Among the entries that follow, tally the lines with the string "none". Give no more than the number.

Segment Start: Input data

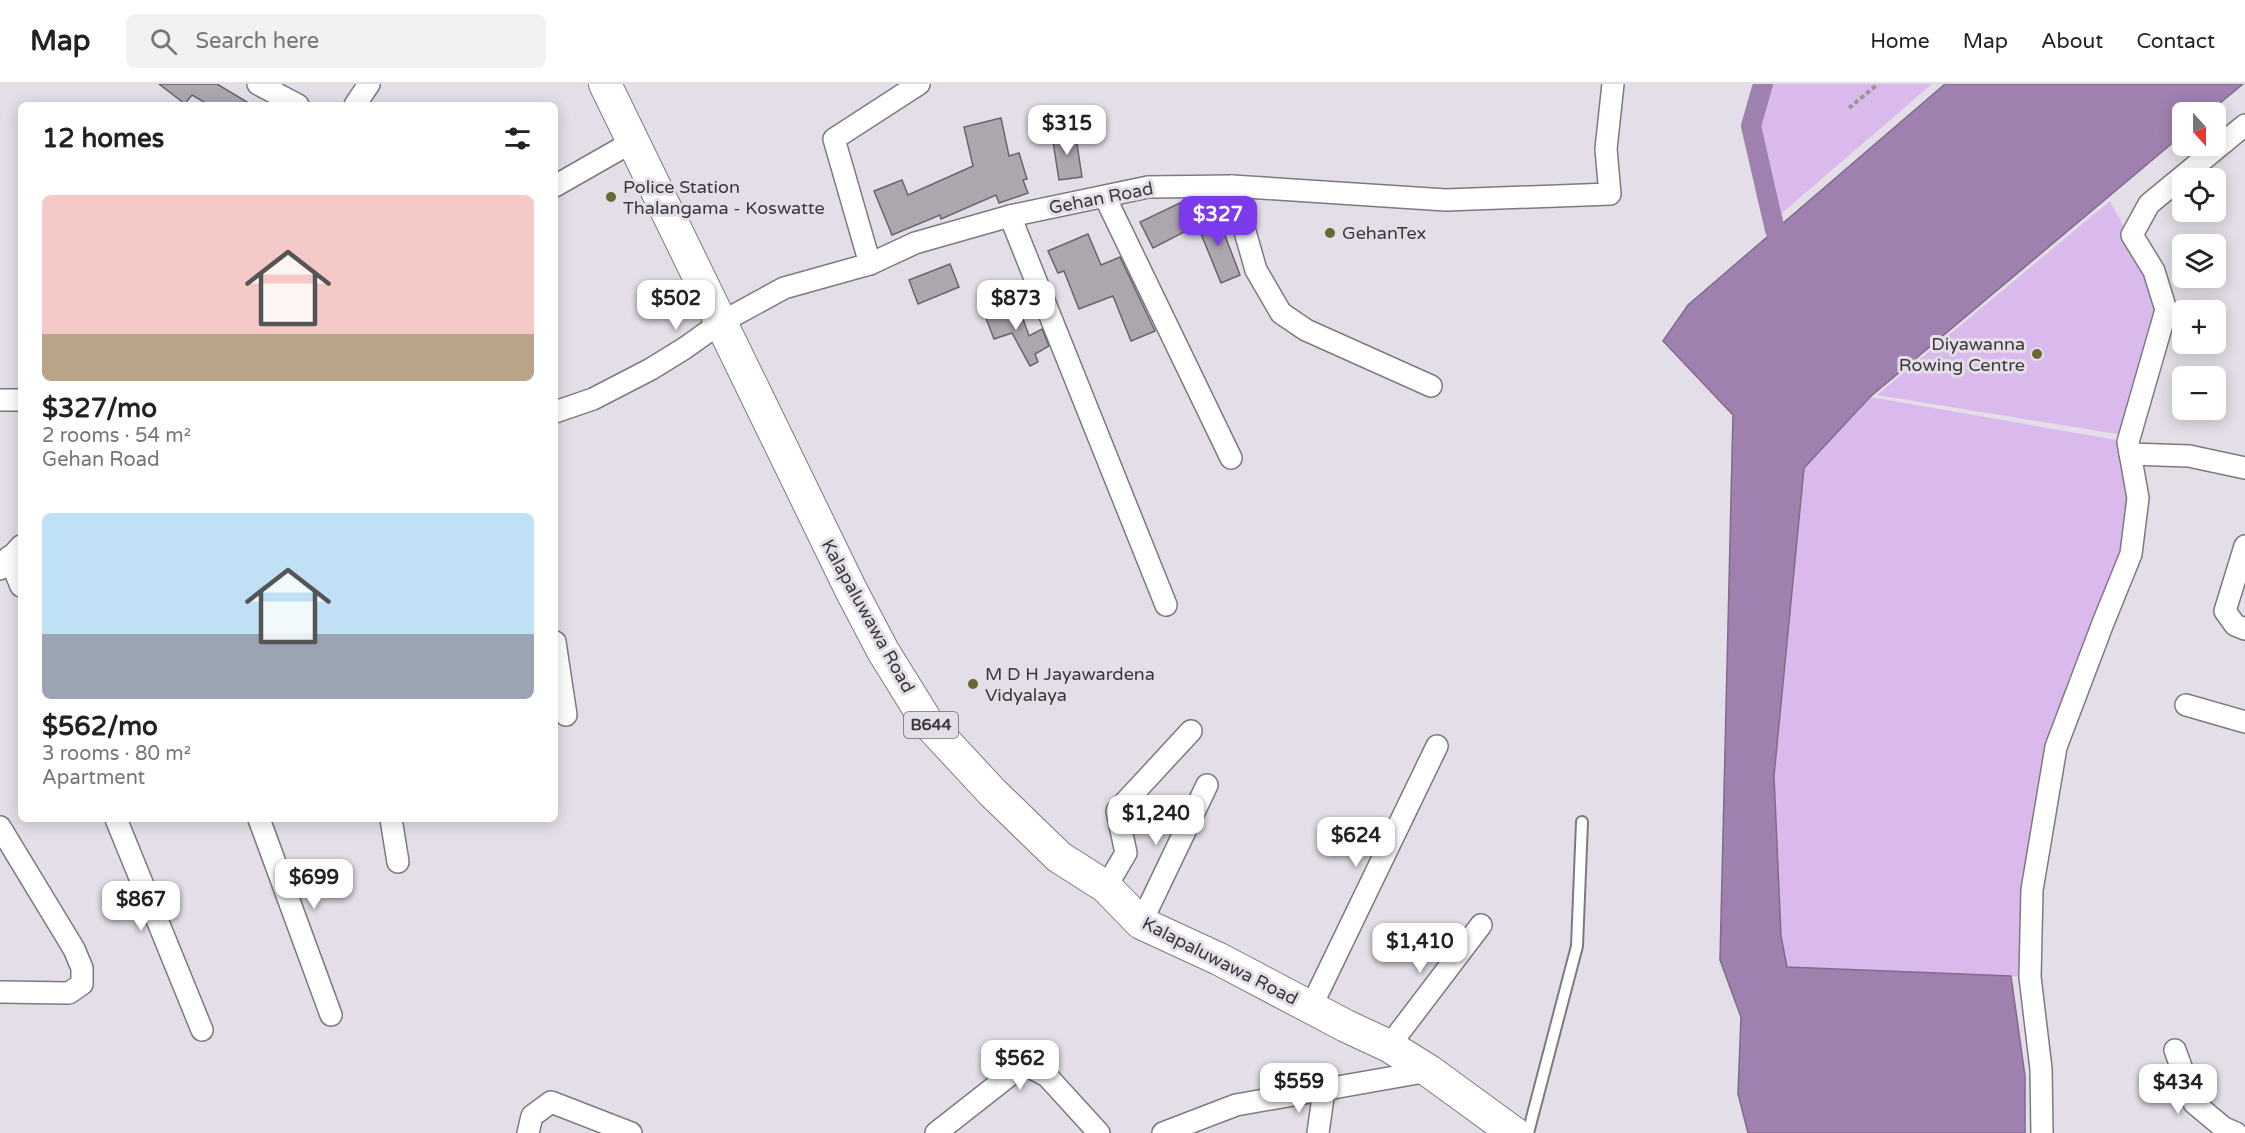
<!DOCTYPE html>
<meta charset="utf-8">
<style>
body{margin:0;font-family:"Varela Round",sans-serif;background:#f2f2f2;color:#222;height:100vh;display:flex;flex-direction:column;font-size:22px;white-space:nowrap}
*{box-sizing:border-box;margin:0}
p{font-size:20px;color:#767676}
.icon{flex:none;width:33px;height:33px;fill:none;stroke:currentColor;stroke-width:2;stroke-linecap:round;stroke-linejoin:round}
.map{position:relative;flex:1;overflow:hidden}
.drawer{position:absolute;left:18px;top:18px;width:540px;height:720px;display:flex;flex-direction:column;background:#fff;border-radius:9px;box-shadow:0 3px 15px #0003}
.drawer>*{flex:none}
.needle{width:39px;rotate:159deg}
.buttons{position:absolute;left:2172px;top:18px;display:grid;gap:12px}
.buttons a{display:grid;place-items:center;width:54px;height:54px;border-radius:9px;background:#fff;box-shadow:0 3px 15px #0003;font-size:30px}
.price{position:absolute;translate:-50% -51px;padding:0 14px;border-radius:12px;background:#fff;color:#222;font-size:20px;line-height:39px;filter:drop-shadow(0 2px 3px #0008)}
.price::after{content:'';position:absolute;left:50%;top:36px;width:18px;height:14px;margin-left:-9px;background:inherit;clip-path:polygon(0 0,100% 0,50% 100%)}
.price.selected{background:#7c3aed;color:#fff}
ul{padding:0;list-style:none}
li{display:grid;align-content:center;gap:12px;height:318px;padding:0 24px}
li span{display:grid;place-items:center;height:186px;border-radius:9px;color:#555}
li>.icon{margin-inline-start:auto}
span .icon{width:108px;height:108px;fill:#fffc;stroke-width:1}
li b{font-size:26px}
h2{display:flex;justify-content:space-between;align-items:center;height:72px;padding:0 24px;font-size:26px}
header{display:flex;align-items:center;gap:36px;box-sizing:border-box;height:84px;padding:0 30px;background:#fff;border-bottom:2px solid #e0e0e0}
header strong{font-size:28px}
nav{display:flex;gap:33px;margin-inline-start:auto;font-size:21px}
.search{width:420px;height:54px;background:#f2f2f2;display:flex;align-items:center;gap:15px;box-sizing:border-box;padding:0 21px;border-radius:9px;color:#767676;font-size:22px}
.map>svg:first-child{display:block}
.green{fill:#dabaec}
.water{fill:#9f81b0;stroke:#816b8d;stroke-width:1.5}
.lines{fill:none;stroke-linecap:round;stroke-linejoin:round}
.canal{stroke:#9f81b0;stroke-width:20}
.building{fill:#aca7af;stroke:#6a656c;stroke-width:1.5}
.lane-casing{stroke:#7e7981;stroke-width:14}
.street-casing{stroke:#7e7981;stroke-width:24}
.primary-casing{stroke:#7e7981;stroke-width:34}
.path{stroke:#99959b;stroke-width:4;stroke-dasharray:4.5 3;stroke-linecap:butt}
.lane{stroke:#fff;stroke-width:10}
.street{stroke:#fff;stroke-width:21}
.primary{stroke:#fff;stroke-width:32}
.poi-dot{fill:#6b6632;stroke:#e3dee7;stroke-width:2}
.labels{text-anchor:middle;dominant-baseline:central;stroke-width:6;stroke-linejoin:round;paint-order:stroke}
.shield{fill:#e3dee7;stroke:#6d6a6f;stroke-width:1.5}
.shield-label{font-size:16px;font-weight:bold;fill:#3b393c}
.poi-label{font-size:18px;fill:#3b393c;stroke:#e3dee7;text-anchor:start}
.street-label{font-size:18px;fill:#3b393c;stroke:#e3dee7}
</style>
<header>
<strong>Map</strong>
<div class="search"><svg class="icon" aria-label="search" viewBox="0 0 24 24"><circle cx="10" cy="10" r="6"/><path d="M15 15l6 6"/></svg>Search here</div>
<nav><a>Home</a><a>Map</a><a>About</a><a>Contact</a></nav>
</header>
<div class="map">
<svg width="2245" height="1049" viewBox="0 0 2245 1049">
<rect width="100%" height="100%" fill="#e3dee7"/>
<g class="green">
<path d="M 1773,0 L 1932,0 L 1782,129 L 1761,43 Z"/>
<path d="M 2110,117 L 2149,191 L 2161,229 L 2123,351 L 1877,311 Z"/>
<path d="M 1870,313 L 2128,358 L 2131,470 L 2056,663 L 2030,893 L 1787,884 L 1781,852 L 1774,692 L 1804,384 Z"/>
</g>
<path class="water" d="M 1945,0 L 2243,0 L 2209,28 L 2182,28 L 2182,51 L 1870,313 L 1804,384 L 1774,692 L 1781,852 L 1787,883 L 2011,892 L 2025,992 L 2025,1049 L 1748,1049 L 1738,1010 L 1741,933 L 1720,876 L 1733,331 L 1663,257 L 1688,221 Z"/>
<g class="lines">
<path class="canal" d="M 1763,0 L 1751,42 L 1775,146"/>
</g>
<g class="building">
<path d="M 159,0 L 217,0 L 252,21 L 209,21 L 192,11 L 185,20 Z"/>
<path d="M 1001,34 L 1009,72 L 1019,69 L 1027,95 L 1023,96 L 1028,109 L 999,119 L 996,111 L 941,135 L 940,131 L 892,151 L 874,107 L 902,96 L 908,111 L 973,82 L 964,43 Z"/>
<path d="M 1075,47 L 1082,93 L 1059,96 L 1052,51 Z"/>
<path d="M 1180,119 L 1192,144 L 1153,164 L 1140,138 Z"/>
<path d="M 1216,128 L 1240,191 L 1221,199 L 1195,135 Z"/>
<path d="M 1088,150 L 1101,181 L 1120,173 L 1155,247 L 1131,257 L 1113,212 L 1079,225 L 1064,187 L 1058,189 L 1048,167 Z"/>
<path d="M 950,180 L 959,203 L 918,220 L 909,196 Z"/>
<path d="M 1017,218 L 1029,252 L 1042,245 L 1049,262 L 1035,270 L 1038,278 L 1030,282 L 1012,249 L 994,255 L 984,229 Z"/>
</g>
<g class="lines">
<defs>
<path id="lane" d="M 1528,1049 L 1577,862 L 1582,738"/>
<g id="street">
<path d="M 258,0 L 298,21"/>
<path d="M 355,21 L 369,0"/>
<path d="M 555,102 L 632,58"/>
<path d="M 1232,102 L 1256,186 L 1281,229 L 1306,246 L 1431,302"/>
<path d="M 1105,113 L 1231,374"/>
<path d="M 1010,132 L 1166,521"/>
<path d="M 870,180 L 834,55 L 919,0"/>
<path d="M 0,316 L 21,316"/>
<path d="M 555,328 L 593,315 L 651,285 L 685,264 L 720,239 L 784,204 L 870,180 L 915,159 L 1010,132 L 1148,103 L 1232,102 L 1446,116 L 1610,110 L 1606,65 L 1613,0"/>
<path d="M 2130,370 L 2189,372 L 2245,384"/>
<path d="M 2245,462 L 2225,527 L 2235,541 L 2245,545"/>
<path d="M 9,473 L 21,502"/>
<path d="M 0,485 L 21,462"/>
<path d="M 555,558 L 566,631"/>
<path d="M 2186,621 L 2245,638"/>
<path d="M 116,735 L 202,946"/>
<path d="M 259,735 L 331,931"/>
<path d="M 391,735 L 398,778"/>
<path d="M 0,743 L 74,865 L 82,884 L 82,900 L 69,909 L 0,908"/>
<path d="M 1106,803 L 1126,769 L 1117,727 L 1191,647"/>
<path d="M 1141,839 L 1207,701"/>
<path d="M 1311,923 L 1437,662"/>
<path d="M 1389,962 L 1481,841"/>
<path d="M 2175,966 L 2194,1019 L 2224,1044 L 2236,1049"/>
<path d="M 528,1049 L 532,1032 L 551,1018 L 631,1049"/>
<path d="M 936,1049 L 1024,980 L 1047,992 L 1099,1049"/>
<path d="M 1163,1049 L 1236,1021 L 1429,987"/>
<path d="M 1318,1049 L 1324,1006"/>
<path d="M 2042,1049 L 2041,985 L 2030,893 L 2032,806 L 2056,663 L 2103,539 L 2131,470 L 2138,414 L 2128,358 L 2166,226 L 2154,187 L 2132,151 L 2149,120 L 2245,41"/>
</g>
<path id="primary" d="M 605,0 L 851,506 L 883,567 L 927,638 L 992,708 L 1059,773 L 1106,803 L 1141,839 L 1219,875 L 1346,942 L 1389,962 L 1429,987 L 1514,1049"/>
</defs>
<use href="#lane" class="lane-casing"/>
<use href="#street" class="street-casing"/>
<use href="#primary" class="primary-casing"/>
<path class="path" d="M 1849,24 L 1878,0"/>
<use href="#lane" class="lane"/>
<use href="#street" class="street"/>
<use href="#primary" class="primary"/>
</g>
<g class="poi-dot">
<circle cx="611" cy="113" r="6"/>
<circle cx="1330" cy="149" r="6"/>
<circle cx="2037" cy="270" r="6"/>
<circle cx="973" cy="600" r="6"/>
</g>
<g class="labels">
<rect class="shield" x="904" y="628" width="54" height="26" rx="4.5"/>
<g class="shield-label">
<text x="931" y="641">B644</text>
</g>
<g class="poi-label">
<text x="623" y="103">Police Station<tspan x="623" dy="21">Thalangama - Koswatte</tspan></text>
<text x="1342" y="149">GehanTex</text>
<text x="2025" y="260" text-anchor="end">Diyawanna<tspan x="2025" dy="21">Rowing Centre</tspan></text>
<text x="985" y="590">M D H Jayawardena<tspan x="985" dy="21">Vidyalaya</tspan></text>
</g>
<g class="street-label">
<text transform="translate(1101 114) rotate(-11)">Gehan Road</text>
<text transform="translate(868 532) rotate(61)">Kalapaluwawa Road</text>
<text transform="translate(1220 877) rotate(27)">Kalapaluwawa Road</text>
</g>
</g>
</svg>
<div class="buttons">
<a><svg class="needle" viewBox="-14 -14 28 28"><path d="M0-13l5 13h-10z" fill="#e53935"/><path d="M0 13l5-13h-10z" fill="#767676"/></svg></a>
<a><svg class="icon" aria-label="locate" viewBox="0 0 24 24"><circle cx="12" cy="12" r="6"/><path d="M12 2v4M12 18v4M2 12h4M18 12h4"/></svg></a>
<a><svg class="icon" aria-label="layers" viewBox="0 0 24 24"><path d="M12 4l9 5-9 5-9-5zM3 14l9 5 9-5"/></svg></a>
<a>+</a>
<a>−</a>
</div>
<b class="price" style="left:1067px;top:72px">$315</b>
<b class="price selected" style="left:1218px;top:163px">$327</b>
<b class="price" style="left:676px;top:247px">$502</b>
<b class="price" style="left:1016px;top:247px">$873</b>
<b class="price" style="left:1156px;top:762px">$1,240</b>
<b class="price" style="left:1356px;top:784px">$624</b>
<b class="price" style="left:314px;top:826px">$699</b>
<b class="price" style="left:141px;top:848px">$867</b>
<b class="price" style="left:1420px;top:890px">$1,410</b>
<b class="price" style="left:1020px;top:1007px">$562</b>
<b class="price" style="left:1299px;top:1030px">$559</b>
<b class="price" style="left:2178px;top:1031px">$434</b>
<section class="drawer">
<h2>12 homes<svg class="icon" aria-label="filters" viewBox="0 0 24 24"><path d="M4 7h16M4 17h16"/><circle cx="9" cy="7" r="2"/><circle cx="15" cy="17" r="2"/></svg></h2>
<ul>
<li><span style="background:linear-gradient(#f6c9c9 75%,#b9a48a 0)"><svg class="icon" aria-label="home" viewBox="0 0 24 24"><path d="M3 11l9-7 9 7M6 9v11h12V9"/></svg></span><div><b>$327/mo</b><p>2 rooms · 54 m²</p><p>Gehan Road</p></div></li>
<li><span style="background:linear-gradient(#bfe0f5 65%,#9aa5b1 0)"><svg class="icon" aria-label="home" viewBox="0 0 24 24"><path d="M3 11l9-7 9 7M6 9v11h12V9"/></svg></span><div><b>$562/mo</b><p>3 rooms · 80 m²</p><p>Apartment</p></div></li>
</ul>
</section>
</div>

Segment End: Input data

Exercise response:
4